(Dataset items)
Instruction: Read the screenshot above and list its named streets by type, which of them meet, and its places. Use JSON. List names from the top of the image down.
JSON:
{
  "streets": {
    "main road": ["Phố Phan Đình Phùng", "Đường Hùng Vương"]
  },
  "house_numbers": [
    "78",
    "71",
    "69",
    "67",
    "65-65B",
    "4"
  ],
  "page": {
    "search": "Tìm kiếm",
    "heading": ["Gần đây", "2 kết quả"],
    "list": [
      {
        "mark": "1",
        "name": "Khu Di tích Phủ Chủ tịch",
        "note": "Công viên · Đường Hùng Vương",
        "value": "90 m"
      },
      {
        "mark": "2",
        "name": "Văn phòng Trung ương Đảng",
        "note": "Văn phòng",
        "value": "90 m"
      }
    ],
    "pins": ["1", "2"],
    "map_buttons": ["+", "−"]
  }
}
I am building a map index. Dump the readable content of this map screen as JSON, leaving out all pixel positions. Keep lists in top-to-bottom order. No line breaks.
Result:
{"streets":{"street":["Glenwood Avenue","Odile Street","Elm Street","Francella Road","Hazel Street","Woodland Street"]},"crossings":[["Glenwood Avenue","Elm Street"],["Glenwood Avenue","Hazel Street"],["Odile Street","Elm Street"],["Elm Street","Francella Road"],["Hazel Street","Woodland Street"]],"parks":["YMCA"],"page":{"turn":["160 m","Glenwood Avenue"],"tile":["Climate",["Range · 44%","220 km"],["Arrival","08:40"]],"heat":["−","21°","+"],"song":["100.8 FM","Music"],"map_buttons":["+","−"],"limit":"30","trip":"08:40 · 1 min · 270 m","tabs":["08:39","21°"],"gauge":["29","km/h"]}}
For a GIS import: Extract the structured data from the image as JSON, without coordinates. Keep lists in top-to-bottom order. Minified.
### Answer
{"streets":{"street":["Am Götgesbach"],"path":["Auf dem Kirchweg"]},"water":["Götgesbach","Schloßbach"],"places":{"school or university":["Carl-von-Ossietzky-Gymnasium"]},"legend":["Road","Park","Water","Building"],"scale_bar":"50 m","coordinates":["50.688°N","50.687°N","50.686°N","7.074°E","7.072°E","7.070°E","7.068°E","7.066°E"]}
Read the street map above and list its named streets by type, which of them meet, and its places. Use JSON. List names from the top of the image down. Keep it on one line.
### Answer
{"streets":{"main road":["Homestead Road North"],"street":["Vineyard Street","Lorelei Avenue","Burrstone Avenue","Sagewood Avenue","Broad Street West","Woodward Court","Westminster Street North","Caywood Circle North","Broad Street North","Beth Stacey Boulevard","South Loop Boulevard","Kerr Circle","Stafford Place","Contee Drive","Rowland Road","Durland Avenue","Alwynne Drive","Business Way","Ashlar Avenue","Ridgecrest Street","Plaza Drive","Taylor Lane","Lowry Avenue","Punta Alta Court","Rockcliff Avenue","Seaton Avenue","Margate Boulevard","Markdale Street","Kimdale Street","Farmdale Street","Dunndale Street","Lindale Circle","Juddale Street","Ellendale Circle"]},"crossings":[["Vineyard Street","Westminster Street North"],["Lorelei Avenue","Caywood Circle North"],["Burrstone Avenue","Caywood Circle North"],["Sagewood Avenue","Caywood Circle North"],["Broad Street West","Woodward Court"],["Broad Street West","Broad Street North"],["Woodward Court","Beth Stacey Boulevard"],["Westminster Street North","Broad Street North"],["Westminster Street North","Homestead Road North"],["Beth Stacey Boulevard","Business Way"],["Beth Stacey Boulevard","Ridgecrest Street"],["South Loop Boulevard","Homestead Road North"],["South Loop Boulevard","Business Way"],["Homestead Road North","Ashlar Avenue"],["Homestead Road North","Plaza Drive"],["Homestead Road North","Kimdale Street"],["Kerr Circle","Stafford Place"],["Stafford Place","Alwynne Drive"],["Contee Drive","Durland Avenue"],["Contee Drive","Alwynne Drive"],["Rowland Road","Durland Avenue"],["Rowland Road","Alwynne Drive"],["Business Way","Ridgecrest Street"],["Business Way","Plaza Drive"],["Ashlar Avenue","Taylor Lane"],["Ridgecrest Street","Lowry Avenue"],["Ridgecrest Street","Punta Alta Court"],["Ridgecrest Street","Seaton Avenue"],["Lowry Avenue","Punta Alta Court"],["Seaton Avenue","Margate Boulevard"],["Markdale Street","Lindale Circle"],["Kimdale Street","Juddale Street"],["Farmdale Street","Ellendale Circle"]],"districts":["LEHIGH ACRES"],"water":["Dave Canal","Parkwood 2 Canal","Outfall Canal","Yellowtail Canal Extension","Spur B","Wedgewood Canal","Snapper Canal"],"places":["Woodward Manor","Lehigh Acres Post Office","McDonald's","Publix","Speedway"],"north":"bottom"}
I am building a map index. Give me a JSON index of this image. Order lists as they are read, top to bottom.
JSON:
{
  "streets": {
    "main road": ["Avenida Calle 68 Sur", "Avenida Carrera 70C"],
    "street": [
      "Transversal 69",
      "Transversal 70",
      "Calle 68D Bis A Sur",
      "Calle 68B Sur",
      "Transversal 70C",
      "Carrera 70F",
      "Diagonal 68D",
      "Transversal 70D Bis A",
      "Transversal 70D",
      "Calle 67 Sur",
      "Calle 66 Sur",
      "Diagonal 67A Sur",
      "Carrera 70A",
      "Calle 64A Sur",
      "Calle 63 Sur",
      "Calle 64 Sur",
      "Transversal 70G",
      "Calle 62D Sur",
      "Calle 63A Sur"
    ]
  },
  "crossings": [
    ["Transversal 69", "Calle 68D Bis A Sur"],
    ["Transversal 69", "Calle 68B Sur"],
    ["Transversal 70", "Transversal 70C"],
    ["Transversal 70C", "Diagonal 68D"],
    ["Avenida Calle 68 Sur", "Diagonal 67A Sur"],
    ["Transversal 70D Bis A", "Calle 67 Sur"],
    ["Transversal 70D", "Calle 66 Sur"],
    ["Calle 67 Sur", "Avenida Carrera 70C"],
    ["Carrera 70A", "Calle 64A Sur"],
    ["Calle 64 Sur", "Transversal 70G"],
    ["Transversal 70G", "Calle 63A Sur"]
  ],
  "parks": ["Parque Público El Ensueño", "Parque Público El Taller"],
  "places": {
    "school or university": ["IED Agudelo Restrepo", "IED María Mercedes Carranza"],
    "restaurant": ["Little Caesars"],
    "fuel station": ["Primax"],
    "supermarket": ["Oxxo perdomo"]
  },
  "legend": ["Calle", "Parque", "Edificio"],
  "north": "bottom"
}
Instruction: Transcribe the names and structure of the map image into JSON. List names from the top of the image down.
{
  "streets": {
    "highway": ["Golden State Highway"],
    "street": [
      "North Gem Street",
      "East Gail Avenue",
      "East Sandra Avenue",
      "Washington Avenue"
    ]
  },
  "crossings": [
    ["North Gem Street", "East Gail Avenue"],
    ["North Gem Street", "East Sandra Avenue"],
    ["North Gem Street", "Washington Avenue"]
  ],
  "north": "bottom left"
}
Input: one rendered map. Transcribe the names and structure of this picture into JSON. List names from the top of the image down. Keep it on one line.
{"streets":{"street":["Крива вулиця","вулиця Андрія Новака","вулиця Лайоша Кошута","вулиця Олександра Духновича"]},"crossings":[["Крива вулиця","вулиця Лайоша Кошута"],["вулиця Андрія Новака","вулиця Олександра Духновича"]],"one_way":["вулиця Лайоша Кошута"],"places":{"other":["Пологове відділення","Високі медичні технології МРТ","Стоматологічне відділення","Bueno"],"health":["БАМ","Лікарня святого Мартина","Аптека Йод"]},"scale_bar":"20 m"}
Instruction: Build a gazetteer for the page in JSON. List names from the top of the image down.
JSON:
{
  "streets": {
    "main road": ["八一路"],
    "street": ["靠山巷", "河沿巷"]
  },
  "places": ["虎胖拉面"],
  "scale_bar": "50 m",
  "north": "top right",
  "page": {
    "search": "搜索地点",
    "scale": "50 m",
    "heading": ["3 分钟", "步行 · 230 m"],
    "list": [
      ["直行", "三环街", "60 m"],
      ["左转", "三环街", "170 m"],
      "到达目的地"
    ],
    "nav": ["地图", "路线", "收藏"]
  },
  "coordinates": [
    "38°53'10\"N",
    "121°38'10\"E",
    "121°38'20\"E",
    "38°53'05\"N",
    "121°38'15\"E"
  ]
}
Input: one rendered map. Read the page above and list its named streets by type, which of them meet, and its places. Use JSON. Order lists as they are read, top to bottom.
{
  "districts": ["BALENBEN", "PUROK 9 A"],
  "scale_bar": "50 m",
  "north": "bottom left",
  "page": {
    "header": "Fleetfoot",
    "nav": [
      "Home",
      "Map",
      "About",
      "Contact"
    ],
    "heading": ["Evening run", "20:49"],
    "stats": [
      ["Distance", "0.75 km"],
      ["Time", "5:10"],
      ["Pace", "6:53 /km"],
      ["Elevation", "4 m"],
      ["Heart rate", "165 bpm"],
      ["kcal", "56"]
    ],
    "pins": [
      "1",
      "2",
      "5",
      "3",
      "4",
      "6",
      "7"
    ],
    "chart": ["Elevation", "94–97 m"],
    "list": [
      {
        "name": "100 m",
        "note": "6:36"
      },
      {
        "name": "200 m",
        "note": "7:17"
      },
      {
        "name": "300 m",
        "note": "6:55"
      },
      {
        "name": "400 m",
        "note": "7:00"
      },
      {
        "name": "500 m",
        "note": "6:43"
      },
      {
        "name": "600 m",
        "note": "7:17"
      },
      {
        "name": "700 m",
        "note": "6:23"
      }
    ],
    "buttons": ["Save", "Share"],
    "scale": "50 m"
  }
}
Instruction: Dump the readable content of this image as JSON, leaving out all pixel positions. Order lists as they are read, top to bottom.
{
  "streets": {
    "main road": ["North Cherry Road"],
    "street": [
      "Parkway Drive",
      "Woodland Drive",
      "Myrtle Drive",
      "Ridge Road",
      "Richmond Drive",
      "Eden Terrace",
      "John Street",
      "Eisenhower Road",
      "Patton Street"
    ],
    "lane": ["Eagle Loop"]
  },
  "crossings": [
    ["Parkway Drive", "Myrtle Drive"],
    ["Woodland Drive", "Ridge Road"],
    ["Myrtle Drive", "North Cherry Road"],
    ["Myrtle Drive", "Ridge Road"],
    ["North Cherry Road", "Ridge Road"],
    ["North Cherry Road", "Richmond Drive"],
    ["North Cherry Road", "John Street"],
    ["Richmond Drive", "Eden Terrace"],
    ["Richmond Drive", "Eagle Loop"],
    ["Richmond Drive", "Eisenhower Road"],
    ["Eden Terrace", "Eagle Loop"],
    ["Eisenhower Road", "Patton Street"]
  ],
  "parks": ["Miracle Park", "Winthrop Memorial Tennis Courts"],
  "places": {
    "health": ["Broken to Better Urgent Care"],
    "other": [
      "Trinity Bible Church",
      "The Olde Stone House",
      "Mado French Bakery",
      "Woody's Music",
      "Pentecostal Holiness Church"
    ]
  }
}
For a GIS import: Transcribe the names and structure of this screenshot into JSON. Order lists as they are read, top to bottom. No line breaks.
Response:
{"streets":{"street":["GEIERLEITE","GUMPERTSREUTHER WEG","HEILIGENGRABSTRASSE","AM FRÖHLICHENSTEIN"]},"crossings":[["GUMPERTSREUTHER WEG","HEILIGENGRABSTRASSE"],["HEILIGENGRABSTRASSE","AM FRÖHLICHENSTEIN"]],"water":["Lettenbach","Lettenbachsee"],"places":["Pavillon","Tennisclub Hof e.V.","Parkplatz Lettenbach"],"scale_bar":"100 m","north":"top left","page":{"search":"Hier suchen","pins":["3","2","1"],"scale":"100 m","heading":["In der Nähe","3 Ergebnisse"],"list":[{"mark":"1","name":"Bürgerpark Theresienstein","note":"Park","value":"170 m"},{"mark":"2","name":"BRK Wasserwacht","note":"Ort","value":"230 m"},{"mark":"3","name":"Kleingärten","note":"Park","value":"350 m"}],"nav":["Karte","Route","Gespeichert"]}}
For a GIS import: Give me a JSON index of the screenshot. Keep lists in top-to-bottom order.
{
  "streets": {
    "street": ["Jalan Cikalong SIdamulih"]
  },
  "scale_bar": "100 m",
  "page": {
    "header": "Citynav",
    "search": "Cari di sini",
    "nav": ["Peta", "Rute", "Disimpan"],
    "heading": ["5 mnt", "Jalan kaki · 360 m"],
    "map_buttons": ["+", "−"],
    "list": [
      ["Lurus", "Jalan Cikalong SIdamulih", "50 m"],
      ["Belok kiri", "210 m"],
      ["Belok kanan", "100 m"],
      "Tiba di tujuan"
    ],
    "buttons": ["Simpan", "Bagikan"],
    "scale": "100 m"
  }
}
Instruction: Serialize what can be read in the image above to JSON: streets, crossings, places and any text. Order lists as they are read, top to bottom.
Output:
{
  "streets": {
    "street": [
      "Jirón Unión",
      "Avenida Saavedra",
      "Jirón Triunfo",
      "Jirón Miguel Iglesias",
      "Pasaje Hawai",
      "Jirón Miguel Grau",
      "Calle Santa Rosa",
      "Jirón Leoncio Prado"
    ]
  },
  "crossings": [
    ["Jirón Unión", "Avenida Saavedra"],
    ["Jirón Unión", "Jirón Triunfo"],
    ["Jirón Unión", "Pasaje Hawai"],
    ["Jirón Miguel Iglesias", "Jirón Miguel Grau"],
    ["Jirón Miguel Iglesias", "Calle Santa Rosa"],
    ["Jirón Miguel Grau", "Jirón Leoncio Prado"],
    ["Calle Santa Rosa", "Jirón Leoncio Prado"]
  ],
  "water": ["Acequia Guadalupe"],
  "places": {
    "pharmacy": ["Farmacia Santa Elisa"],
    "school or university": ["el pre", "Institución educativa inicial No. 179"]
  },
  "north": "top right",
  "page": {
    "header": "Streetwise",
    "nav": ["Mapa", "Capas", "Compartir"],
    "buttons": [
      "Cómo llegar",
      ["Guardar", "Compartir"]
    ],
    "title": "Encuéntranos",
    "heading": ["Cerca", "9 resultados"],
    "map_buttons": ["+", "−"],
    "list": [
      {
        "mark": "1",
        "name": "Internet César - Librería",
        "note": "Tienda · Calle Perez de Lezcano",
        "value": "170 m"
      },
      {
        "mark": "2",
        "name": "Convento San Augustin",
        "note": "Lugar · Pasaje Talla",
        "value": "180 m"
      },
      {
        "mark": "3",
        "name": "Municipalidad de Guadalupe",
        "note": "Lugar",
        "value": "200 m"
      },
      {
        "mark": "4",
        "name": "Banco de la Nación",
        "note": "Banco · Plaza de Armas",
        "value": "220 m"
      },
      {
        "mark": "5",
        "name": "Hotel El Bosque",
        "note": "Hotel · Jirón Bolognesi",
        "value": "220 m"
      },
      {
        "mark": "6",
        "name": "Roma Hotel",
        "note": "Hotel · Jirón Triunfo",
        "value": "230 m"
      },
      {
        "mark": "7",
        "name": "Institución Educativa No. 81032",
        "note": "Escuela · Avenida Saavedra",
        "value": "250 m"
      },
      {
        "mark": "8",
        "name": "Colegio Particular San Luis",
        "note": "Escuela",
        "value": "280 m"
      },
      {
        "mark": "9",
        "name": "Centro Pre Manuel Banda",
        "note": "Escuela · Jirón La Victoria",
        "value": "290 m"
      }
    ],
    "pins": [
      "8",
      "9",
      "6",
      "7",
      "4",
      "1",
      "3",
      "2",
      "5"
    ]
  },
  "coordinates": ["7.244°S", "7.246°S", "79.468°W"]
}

* [Task to carry out] Begin at the line that has "For a GIS import: Transcribe" in the entries above; stop after the line that has "Instruction: Serialize what". Transcribe exactly those lines and no others.

* [Task solution]
For a GIS import: Transcribe the names and structure of this screenshot into JSON. Order lists as they are read, top to bottom. No line breaks.
Response:
{"streets":{"street":["GEIERLEITE","GUMPERTSREUTHER WEG","HEILIGENGRABSTRASSE","AM FRÖHLICHENSTEIN"]},"crossings":[["GUMPERTSREUTHER WEG","HEILIGENGRABSTRASSE"],["HEILIGENGRABSTRASSE","AM FRÖHLICHENSTEIN"]],"water":["Lettenbach","Lettenbachsee"],"places":["Pavillon","Tennisclub Hof e.V.","Parkplatz Lettenbach"],"scale_bar":"100 m","north":"top left","page":{"search":"Hier suchen","pins":["3","2","1"],"scale":"100 m","heading":["In der Nähe","3 Ergebnisse"],"list":[{"mark":"1","name":"Bürgerpark Theresienstein","note":"Park","value":"170 m"},{"mark":"2","name":"BRK Wasserwacht","note":"Ort","value":"230 m"},{"mark":"3","name":"Kleingärten","note":"Park","value":"350 m"}],"nav":["Karte","Route","Gespeichert"]}}
For a GIS import: Give me a JSON index of the screenshot. Keep lists in top-to-bottom order.
{
  "streets": {
    "street": ["Jalan Cikalong SIdamulih"]
  },
  "scale_bar": "100 m",
  "page": {
    "header": "Citynav",
    "search": "Cari di sini",
    "nav": ["Peta", "Rute", "Disimpan"],
    "heading": ["5 mnt", "Jalan kaki · 360 m"],
    "map_buttons": ["+", "−"],
    "list": [
      ["Lurus", "Jalan Cikalong SIdamulih", "50 m"],
      ["Belok kiri", "210 m"],
      ["Belok kanan", "100 m"],
      "Tiba di tujuan"
    ],
    "buttons": ["Simpan", "Bagikan"],
    "scale": "100 m"
  }
}
Instruction: Serialize what can be read in the image above to JSON: streets, crossings, places and any text. Order lists as they are read, top to bottom.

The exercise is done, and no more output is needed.